Sylvester 2022/23 beim Retreat „Innere Einkehr“ im Kloster Gerode: Das Festmal ist gerichtet. Und ich bin wieder hier an dem vertrauten Ort, um mit meiner Frau Sylvia in der Klostergemeinschaft einen feierlichen, ruhigen Übergang ins neue Jahr zu erleben – abseits von Lärm und Countdown und in einer inneren Haltung von Offenheit und Empfänglichkeit. So wie ich im Pilgern unterwegs war.
Es wird eine besondere Erfahrung. Seit dem Ende der „physischen“ Pilgertour war ich mehrfach hier: um zu arbeiten, zu fasten oder um einen Besinnungsraum in den verschiedenen Krisen der vergangenen Monate zu finden. Das Gefühl war ja immer noch da, dass der Pilgerweg in seiner spirituellen Bedeutung für mich noch nicht zu Ende war.
In den Tagen um die Jahreswende hat sich das nun deutlich verändert in einem intuitiven Wissen und einem geistigem Erkennen, dass der Weg der Friedenssuche an ein Ende gekommen ist; dass sich ein Kreis des Bewusstseins geschlossen hat.
Beim Wegfahren konnte ich diesen Unterschied ganz klar spüren und auch benennen: Die Pilgerreise, in der ich selbst als Suchender mit meiner Friedensbitte unterwegs war, hat ihren Zielpunkt erreicht. Sie begann vor fast genau einem Jahr mit den Vorbereitungen zuhause im Januar 2022, sie startete im Weg der Mitte in Berlin am 7. April 2022, kam an das Ziel am 8. Mai in Gerode und endet nun ein Jahr später wieder zuhause im Nachspüren und Reflektieren. Die Erkenntnisse, auf die ich über die vergangene schwere Zeit gehofft hatte, wurden mir in diesen Tagen der Ruhe und Intimität geschenkt. Und ich erinnere mich an das Symbol für den Weg, das Anna für die Auftaktveranstaltung so wunderschön gestaltet hatte:
Ja, die Blumen begleiteten mich unterwegs auf dem silbernen Weg vor allem als Begegnungen mit den Menschen; die Türen des Ein- und Austretens und der harte Boden der Alltagsrealität darum herum waren die zu bewältigende Herausforderung davor und danach!
Hier (in diesem eher öffentlichen Raum) erscheint es mir nicht angebracht, das im Detail auszuführen. Aber einige wichtige Punkte möchte ich doch benennen, besonders in Respekt zu den Menschen, die meinen Weg interessiert verfolgt, persönlich begleitet und ideell und materiell unterstützt haben. Es sind auch Aspekte, die geeignet sind, eine Entscheidung zum Pilgern in der Tiefe als eine Lebensentscheidung zur Transformation zu begreifen.

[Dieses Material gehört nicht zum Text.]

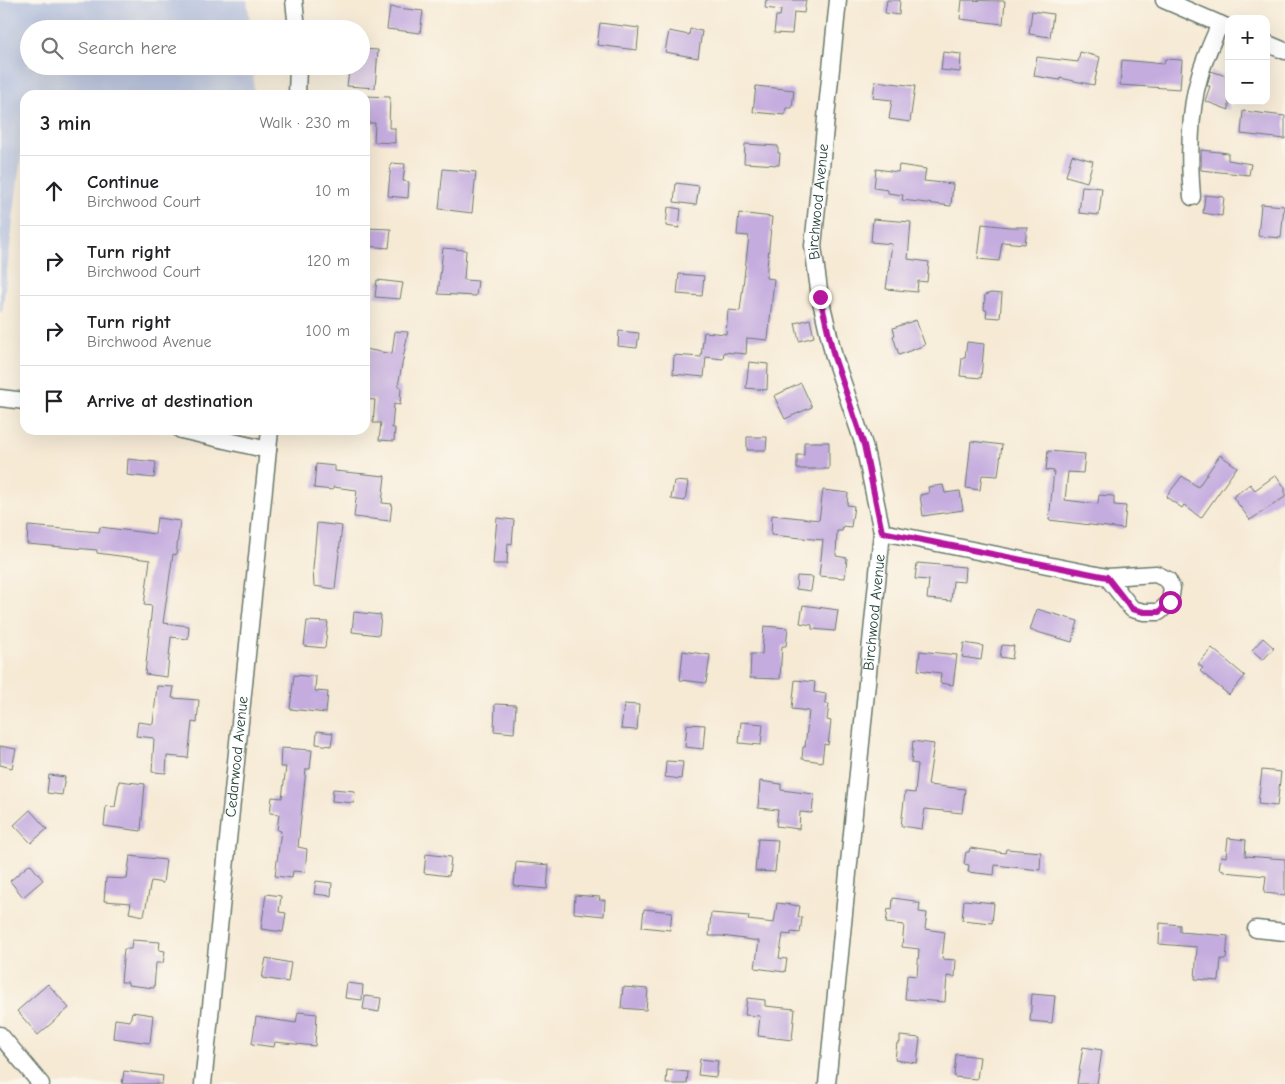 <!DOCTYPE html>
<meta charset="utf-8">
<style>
body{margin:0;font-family:"Comic Neue",sans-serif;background:#f6f6f6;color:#202124}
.controls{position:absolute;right:15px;top:15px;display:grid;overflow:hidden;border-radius:10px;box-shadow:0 5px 20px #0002}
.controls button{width:45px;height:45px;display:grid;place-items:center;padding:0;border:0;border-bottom:1px solid #e0e0e0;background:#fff;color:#202124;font:25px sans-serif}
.stop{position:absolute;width:15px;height:15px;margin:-11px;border:4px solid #b5179e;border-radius:50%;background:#fff}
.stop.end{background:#b5179e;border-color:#fff;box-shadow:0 1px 5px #0008}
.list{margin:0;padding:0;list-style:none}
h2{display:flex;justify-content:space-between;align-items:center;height:65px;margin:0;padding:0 20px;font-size:21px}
h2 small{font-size:16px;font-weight:400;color:#757577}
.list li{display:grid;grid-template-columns:32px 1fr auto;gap:15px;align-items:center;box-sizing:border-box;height:70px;padding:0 20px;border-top:1px solid #e0e0e0}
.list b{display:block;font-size:19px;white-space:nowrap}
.list p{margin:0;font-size:16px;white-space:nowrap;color:#757577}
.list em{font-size:16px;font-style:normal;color:#757577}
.icon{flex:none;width:28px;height:28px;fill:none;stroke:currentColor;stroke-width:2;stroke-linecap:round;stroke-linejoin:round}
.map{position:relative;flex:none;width:1285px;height:1084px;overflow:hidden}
.search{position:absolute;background:#fff;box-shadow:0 5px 20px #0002;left:20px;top:20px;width:350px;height:55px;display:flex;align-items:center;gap:12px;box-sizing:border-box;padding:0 18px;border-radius:28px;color:#757577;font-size:19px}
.panel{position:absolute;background:#fff;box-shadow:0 5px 20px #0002;left:20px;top:90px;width:350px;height:345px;border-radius:15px}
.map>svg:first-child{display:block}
.industrial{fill:#bac4de}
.building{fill:#c4acdf}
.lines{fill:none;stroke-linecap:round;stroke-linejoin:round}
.minor-casing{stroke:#6a7a6c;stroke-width:19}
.minor{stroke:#fff;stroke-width:16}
.route{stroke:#b5179e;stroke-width:6}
.labels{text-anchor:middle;stroke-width:5;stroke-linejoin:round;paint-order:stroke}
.street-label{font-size:15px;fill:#1f3d34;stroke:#fbf7ec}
</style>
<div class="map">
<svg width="1285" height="1084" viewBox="0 0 1285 1084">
<rect width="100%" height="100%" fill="#fbf7ec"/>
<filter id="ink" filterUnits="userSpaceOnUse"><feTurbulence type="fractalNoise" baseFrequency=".02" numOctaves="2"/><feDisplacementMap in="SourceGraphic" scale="10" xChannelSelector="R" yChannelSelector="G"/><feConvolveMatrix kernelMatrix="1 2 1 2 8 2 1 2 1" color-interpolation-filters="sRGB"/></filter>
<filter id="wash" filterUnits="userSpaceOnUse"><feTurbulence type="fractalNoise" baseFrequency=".0096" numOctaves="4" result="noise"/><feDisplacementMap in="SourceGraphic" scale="20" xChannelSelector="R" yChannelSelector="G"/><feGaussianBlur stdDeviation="1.12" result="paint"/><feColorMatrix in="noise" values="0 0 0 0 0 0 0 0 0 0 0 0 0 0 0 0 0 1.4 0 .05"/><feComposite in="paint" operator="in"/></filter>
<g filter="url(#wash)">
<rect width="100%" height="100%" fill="#f6ead5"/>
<path class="industrial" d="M0,0H247L251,29H29V66H253L254,95H25V123L2,312H0Z"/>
<g id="blocks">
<path class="building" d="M766,0H806L804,13L794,12L792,34L774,33L776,16H780L781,10L765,8Z
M887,0H900L899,15L885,13Z
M962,0L1005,1L1003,24L960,19Z
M390,7L423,11L420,33L387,29Z
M1032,11L1053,14L1050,37L1029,34Z
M600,23L639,28L637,50L597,45Z
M690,29L702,31L698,58L665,52L669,31L689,35Z
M361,49L378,50L375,88L347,86L349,71H355V66H361Z
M943,52L961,54L960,72L941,70Z
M1080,52L1100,57L1094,85L1060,78V80L1034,76L1037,57L1078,62Z
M1165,59L1182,60L1180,89L1120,85L1122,60L1164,64Z
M1211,71L1229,77V110L1205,101L1210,86H1207Z
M875,81L915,86L910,122L889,119L892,100L873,98Z
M756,86L794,90L792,108H786L785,115L753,112Z
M365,96L390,97L389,128H395V143L374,142L375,123H365Z
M1243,111L1285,116V139L1241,134Z
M745,144L778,146V153H780L779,165L744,163Z
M1201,150L1228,153V160L1251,164L1249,175L1201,170Z
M1072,155L1093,161L1087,182L1066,176Z
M391,163L405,164L403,181L409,182L408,198L388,196Z
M899,165L926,169L924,181L953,184L951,206L902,200L903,195L888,193V190L874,188L876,169L898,172Z
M443,169L476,172L472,213L439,209Z
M676,183L699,186L696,205L674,202Z
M1082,186L1102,188L1099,215L1079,213Z
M1205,195L1224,197L1222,216L1203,213Z
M1261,204L1284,206L1281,238L1258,236Z
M668,207L681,209L679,228L666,226Z
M739,213L772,217L766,278L774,279L768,340L747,338L746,354L724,352L723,359L706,357L704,377L673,374L674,355L701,357L704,332L726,334L728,310L740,311L749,236L737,235Z
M873,219L911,222L908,259L929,262L927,282L918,281L917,292L886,289L892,244L871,242Z
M982,224L1009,227H1027L1025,244L1002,242L999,261L978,259Z
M365,228L391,229L389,248L365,246Z
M443,248L466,250L464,280L478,281L476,296L438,294Z
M679,274L704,276L702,296L677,294Z
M377,280L403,283L400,299L375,297Z
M991,293L1002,294L1000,318L986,317L987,310H984L985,295Z
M810,319L814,337L799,341L795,323Z
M916,320L925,345L899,355L893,336L895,335L893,328Z
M395,331L408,332L398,386L401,387L400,405L394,404L392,428H395L394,441L379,440L381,423H373L375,400L365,399V349L392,354Z
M619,331L639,333L637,348L618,346Z
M967,342L984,344L981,378L960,376L962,358H965Z
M749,362L768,364L767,390L746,388Z
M801,383L812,407L785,419L774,396Z
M747,437H767L766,450H747Z
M971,441L1002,445L998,476L982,475L980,490L966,488Z
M804,442H829V469H797V455H804Z
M1048,451L1085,454L1083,473L1068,472L1065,500L1098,504L1099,495L1114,496V505L1126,506L1124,529L1049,520L1054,471L1046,470Z
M1220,455L1237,467L1201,518L1184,505L1182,508L1166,497L1182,476L1198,487Z
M128,459L156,462L154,478L127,475Z
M316,464L335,466V471L385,476L382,503L392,504L390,521L354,517L357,490L333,487V490L314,488Z
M1276,475L1285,488V497L1250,520L1233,497L1250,484L1255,490Z
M674,481L688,482L685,501L671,499Z
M943,485L945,493L960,491L963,510L923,516L920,495L929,493L928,487Z
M823,490L848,493L847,505L854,506L851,527L843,526L842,531H837L836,556L847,558L845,578L819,576L823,540L771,535L772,515L819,520Z
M157,518L180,521L176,555L173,554L163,623L189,626L188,639L171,637L167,677L145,674L152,606L144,605L150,560L97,553V550L27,544L28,526L99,532L100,527L155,534Z
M497,518L514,520L512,544L508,543L507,564H493Z
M317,523L342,526L335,589L314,586L313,569Z
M917,563L965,567L964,582L953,581L951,601L927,599L929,580L915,579Z
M797,576L813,577L811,591L796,589Z
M803,605L838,610L835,631L812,629V625L800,623Z
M1037,609L1078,621L1072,642L1030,630Z
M354,612L381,615L379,635L352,632Z
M307,621L328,622L325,648L304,646Z
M764,626L788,628L786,646H782L780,679L750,678L751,654H762Z
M1263,638L1274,648L1263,660L1252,650Z
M964,643L983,646L981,660L962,657Z
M1002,645L1014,646L1012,659L1000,657Z
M1212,648L1245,676L1229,695L1200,671L1203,668L1198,664Z
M683,651L710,655L706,683L680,680Z
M920,651L957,655L953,685L940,683L941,673L918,670Z
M294,675L316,677L315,691L328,692L326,713L290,709Z
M795,680L815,682L814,692L826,694L825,704H829L827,720L831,721L828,745L824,744L822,762L802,759L803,747H805L809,711L792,709Z
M157,686L174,687L172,698L199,700L197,723L192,722L188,758L167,756L166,773L152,772L154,738L136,736L138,722L153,724Z
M495,704L516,705L514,733L494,731Z
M624,704L639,705L637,730L621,729Z
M741,722L763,724L761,745L739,743Z
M687,724L705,725L703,749L685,747Z
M317,731L333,733L331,746L316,744Z
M913,741L934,744L928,785L965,789L962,813L925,809L922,829L901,826L905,792L915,793L918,764L911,763Z
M0,746L16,749L12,768L0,765Z
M281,748L312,750L310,769H306L298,847L307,849L305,872L293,871L292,878L275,876L281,831L277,830L279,814L270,813L272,797L282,798L286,767H280Z
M666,761L683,762L681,779L665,777Z
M1262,770L1281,772L1277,806L1258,804Z
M49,775L65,777L62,795L47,793Z
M119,781L145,784L141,831L104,826L106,806L115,807Z
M760,781L781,784V790L814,794L812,813L800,812L799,829L776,826L778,810L758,808Z
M333,789L355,791L354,803L332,801Z
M30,810L47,829L31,843L14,825Z
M1228,838L1246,840L1245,856L1285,859V895L1264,893L1266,876L1224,872V870L1219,869L1221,856L1226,857Z
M758,839L778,840L775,872L755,871Z
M970,848L1005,853L1006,849L1041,852L1040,870L995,865L994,875L968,872L969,865L964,864L966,852H969Z
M426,854L451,857L449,876L424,873Z
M130,856L166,860L163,883L151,881L144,916L129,913L131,903L104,901L106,878L127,879Z
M516,862L549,865L547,889L514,886Z
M30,864L43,880L23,897L10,881Z
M316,881L332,883L331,896L314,894Z
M266,894L281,896L279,912L286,913L283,932L261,929Z
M575,895L600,897L599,900H605L604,916L574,913Z
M893,898L915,901L914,903H920L919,912L927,913L925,929L945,932L942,959L956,960L955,977L947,976L945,1002L905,999L907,975L917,976L919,949L902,947L904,925L886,923L888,909L892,910Z
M964,900L994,903L992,923L962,920Z
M777,903L800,906L798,917L802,918L800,933L791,932V935L783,934L779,958L787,959L785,972L755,968L759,941L722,936H709L711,913L749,916L748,920L774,923Z
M644,909L672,912L670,930L642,927Z
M1160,923L1180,925V932L1228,936L1226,959H1221L1219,981L1195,979L1197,947L1159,944Z
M132,940L160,942L159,950L165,951L163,963H156L154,988L128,985V982H121L124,949H131Z
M266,958L291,963L288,982L262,978Z
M347,983L363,985L362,1000L345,998Z
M48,984L69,1008L38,1035L17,1011Z
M623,987L648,989L646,1010L621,1008Z
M1032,994L1055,996L1052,1023L1030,1021Z
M365,996L381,998L379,1012L363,1009Z
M747,998L765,1000V1006L795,1009L792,1040L758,1036L760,1016L745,1015Z
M132,1012L153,1015L150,1043L113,1038L115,1019L130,1021Z
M298,1012L317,1014L315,1046L275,1042L274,1047L252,1044L256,1017L296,1023Z
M900,1036L920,1038L917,1063L895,1060L897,1043H900Z
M1083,1047L1102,1050L1097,1084H1077Z
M956,1054L980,1057L977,1079L954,1077Z
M700,1059L718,1061L716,1077L698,1075Z
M667,1070L688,1072L687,1084H666Z
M124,1071L163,1076L162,1084H122Z"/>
</g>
</g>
<g filter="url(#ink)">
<use href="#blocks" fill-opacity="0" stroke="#6a7a6c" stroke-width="1"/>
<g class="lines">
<g class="minor-casing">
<g id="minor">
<path d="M294,0L297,29"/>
<path d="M1164,0L1229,28"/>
<path d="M1266,43L1285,51"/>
<path d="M297,95L298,66"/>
<path d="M1192,197C1189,162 1189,112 1199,78C1204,59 1212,42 1220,24"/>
<path d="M0,398L25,401"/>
<path d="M181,430L268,450"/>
<path d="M882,532L1107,577L1132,609L1144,612H1159L1170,602L1172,588L1168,580L1156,574L1107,577"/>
<path d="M1256,929L1285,932"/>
<path d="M0,1035L41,1084"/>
<path id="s1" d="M203,1084L270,430"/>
<path id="s2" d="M827,1084L882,532L864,445L834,357L820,297L813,246L838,0"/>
</g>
</g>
<use href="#minor" class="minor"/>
</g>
</g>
<g class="lines" filter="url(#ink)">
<path class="route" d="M820,297L834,357L864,445L882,532L1107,577L1132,609L1144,612H1159L1170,602"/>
</g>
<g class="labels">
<g class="street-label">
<text dy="5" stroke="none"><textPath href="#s2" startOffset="894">Birchwood Avenue</textPath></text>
<text dy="5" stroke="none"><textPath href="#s2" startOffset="474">Birchwood Avenue</textPath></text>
<text dy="5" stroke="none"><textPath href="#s1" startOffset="329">Cedarwood Avenue</textPath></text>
</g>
</g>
</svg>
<div class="controls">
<button>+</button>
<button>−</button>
</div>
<div class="stop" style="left:1170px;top:602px"></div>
<div class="stop end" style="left:820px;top:297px"></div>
<div class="search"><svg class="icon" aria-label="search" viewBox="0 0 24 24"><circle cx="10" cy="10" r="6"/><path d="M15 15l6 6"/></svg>Search here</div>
<section class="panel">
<h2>3 min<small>Walk · 230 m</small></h2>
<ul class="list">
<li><svg class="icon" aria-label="ahead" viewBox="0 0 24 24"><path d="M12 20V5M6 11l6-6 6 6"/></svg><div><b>Continue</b><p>Birchwood Court</p></div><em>10 m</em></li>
<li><svg class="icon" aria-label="right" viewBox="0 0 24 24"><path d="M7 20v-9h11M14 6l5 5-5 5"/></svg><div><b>Turn right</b><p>Birchwood Court</p></div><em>120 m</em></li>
<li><svg class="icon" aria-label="right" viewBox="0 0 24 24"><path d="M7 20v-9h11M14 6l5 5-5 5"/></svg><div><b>Turn right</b><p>Birchwood Avenue</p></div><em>100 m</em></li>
<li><svg class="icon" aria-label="arrive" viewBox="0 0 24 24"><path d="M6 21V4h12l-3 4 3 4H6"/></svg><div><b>Arrive at destination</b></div></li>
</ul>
</section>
</div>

Über die Gefahr der Überschätzung meiner Energie (und dazu gehört auch, diese planbar abrufen zu können) habe ich in den letzten Einträgen hier schon gesprochen. Mein Körper hat sehr deutlich reagiert, die Zeit bis in den Winter hinein war von körperlicher Eischränkung und Krankheit überschattet. In all dem trotzdem (m)einen Frieden zu finden – oder vielleicht besser: zu behalten – gelang mir erst jetzt in diesen Tagen. Das ist verbunden mit der Erkenntnis, wie sehr uns eine ängstliche Fixierung auf das Negative schwächt. Mein Geist hatte sich in Reaktion auf die Körpersymptome „auf die Lauer gelegt“ und das war erst in der vollkommenen Ruhe der Auszeit erkennbar. Natürlich „wusste“ ich das schon immer; hier lassen sich aber auch gut „Wissen“ und „Erkenntnis“ unterscheiden: letztere ist lebenspraktische Verfügbarkeit und seelische Verankerung. In diesem Thema ist wie so oft eine Parallele zur gesamtgesellschaftlichen Auseinandersetzung mit den globalen Krisenthemen zu finden.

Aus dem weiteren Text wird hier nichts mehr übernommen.